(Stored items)
++++++++++++++++++++
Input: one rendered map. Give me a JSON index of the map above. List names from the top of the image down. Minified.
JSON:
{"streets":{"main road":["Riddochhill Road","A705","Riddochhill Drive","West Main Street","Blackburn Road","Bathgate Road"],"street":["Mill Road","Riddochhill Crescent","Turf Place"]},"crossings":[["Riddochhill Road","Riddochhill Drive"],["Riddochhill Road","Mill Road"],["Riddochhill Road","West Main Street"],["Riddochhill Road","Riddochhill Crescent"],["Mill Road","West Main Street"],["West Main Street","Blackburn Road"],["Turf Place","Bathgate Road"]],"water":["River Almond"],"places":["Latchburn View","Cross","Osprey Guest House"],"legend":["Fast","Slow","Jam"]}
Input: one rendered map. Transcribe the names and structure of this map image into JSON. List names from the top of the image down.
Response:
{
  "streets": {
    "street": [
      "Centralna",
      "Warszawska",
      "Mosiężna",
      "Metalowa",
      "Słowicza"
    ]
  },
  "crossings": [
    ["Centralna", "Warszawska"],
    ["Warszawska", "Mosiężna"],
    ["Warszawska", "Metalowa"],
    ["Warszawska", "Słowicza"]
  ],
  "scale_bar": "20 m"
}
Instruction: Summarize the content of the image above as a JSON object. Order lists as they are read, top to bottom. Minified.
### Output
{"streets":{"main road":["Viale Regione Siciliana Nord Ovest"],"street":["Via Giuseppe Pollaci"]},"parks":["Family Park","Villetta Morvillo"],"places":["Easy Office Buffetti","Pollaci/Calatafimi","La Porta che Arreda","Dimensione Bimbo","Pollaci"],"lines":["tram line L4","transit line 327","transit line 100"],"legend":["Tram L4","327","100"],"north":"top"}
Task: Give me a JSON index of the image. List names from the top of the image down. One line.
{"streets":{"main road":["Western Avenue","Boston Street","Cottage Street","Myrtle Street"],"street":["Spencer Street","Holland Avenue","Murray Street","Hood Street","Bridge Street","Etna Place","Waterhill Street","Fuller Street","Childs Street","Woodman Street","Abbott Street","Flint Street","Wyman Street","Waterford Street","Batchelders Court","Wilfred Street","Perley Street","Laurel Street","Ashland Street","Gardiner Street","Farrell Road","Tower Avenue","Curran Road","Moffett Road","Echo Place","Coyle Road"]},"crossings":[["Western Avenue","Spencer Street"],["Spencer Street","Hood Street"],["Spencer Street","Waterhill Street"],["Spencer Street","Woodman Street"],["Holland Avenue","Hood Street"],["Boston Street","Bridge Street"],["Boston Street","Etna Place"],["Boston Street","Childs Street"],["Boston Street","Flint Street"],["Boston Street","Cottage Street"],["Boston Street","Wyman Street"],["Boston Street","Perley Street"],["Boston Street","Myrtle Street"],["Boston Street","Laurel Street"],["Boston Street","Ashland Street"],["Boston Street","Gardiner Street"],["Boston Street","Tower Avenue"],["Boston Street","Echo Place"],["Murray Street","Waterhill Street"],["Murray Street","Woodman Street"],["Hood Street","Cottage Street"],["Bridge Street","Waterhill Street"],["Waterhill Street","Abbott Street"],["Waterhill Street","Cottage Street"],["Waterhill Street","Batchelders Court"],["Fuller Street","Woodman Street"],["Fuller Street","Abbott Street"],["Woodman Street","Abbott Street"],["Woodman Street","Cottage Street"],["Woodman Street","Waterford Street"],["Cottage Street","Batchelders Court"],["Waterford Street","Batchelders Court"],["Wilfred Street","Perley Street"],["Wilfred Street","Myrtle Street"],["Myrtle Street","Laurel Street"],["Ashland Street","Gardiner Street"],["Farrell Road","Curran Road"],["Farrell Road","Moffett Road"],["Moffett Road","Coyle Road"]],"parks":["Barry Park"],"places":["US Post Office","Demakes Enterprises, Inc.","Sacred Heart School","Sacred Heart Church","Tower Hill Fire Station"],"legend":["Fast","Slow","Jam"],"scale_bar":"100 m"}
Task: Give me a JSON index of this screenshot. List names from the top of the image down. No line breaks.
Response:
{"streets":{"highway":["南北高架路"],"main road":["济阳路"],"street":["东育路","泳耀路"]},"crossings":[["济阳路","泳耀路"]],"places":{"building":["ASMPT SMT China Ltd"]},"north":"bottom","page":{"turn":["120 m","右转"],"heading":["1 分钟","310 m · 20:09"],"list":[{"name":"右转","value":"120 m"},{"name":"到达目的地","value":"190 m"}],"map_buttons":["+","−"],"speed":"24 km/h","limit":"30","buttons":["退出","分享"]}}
++++++++++++++++++++
Exercise instructions: Filter by the word "above": copy every line of the data that holds it.

Result for this task:
Input: one rendered map. Give me a JSON index of the map above. List names from the top of the image down. Minified.
Instruction: Summarize the content of the image above as a JSON object. Order lists as they are read, top to bottom. Minified.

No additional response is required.